### [Exercise objective]
Go through the lines below and tally each one holding "street". Write only the total.

### [Dataset entries]
■ ■ ■ ■

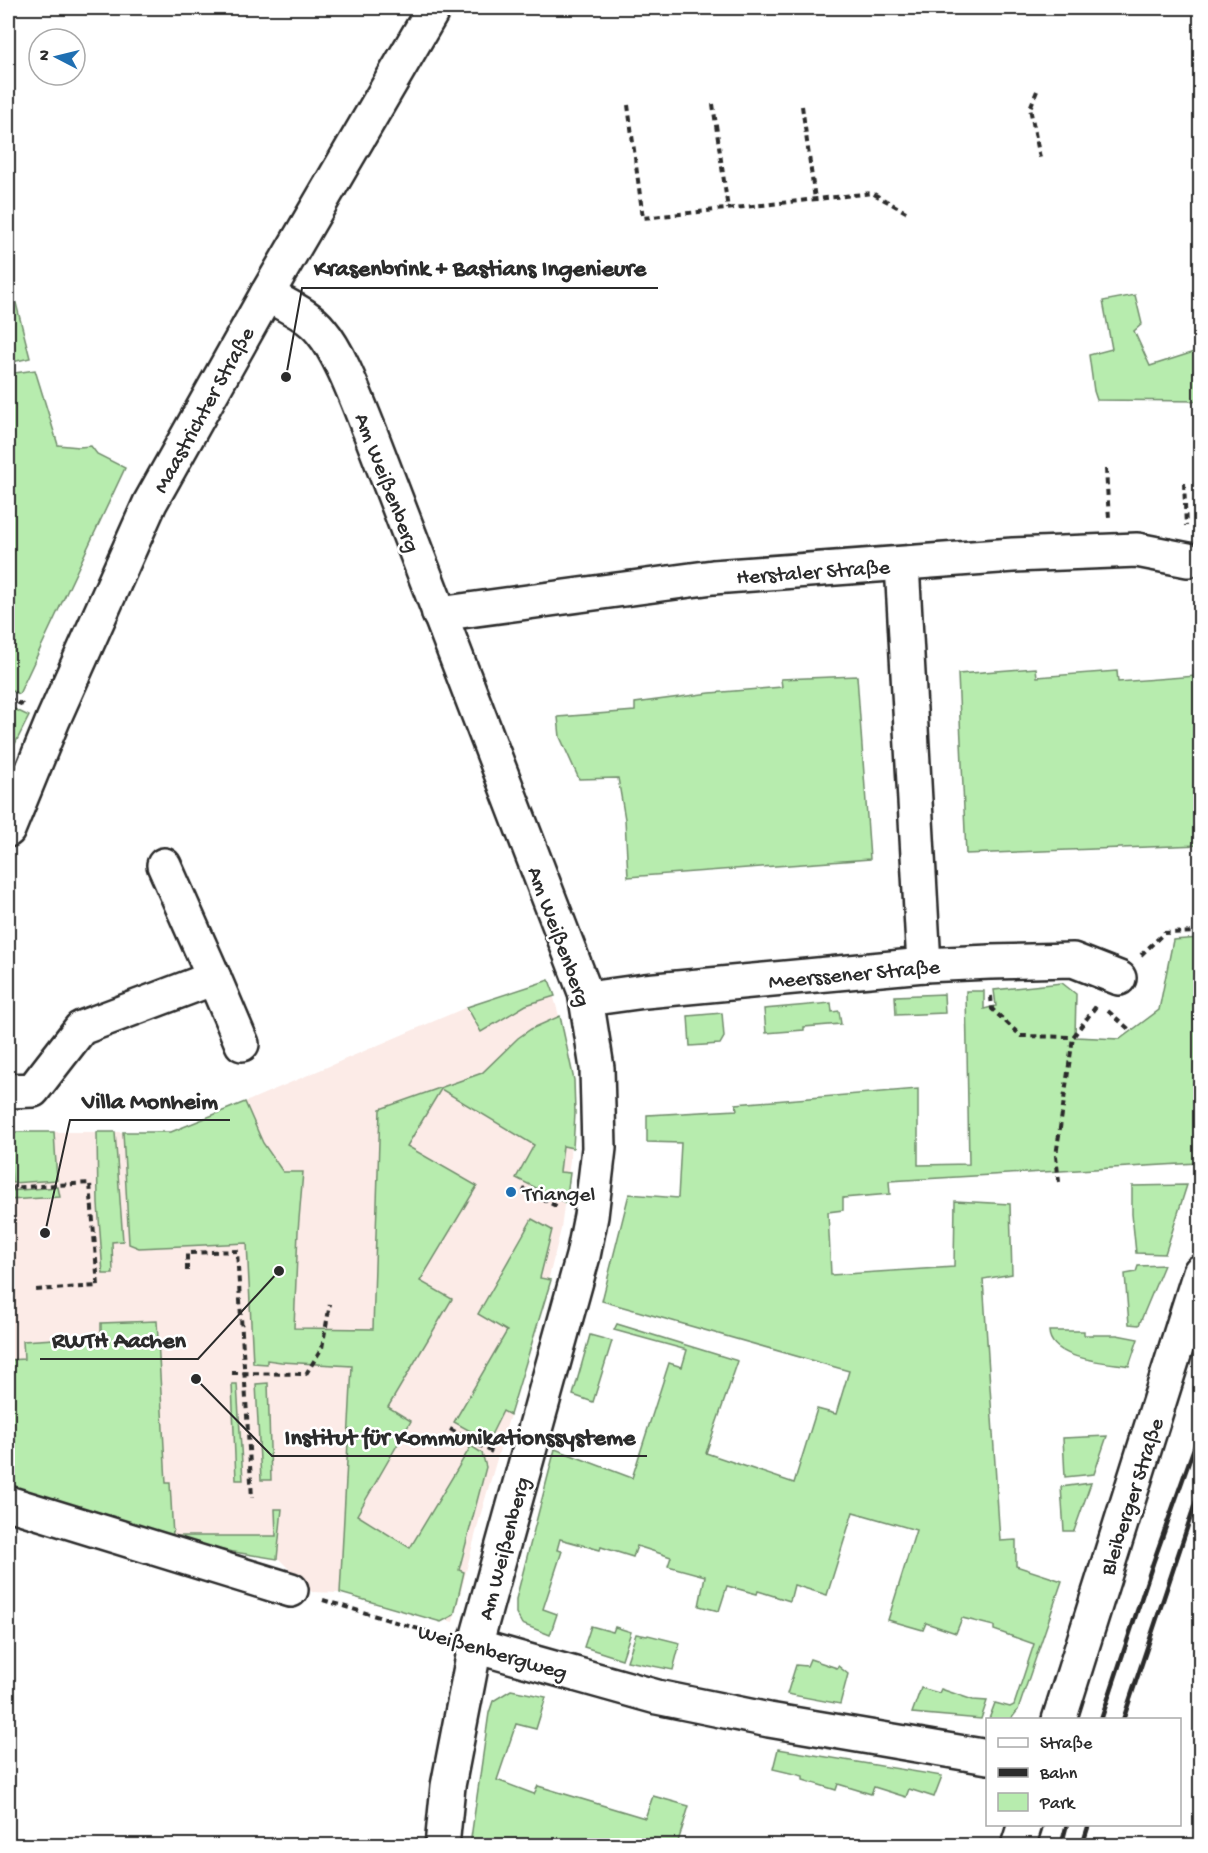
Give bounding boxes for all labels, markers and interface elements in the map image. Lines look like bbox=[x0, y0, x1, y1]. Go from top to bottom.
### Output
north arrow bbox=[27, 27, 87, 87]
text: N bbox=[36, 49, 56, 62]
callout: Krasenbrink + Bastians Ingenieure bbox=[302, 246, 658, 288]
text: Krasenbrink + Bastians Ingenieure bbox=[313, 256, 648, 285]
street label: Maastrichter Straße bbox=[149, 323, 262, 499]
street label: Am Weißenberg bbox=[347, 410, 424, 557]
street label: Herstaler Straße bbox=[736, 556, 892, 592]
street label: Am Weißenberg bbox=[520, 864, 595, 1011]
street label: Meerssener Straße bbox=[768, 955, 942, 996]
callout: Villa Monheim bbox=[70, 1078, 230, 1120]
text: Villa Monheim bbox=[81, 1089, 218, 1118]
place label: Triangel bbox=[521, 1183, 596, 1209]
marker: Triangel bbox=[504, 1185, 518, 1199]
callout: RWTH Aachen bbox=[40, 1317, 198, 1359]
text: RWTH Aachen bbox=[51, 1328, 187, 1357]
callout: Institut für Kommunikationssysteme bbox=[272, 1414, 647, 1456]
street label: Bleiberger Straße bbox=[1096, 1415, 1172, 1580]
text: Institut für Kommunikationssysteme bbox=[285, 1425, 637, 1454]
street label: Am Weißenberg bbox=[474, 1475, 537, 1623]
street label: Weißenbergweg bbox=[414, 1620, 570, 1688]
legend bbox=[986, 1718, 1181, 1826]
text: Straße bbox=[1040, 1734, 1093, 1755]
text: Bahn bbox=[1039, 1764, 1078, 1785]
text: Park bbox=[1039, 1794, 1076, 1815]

■ ■ ■ ■

### [Solution to this exercise]
8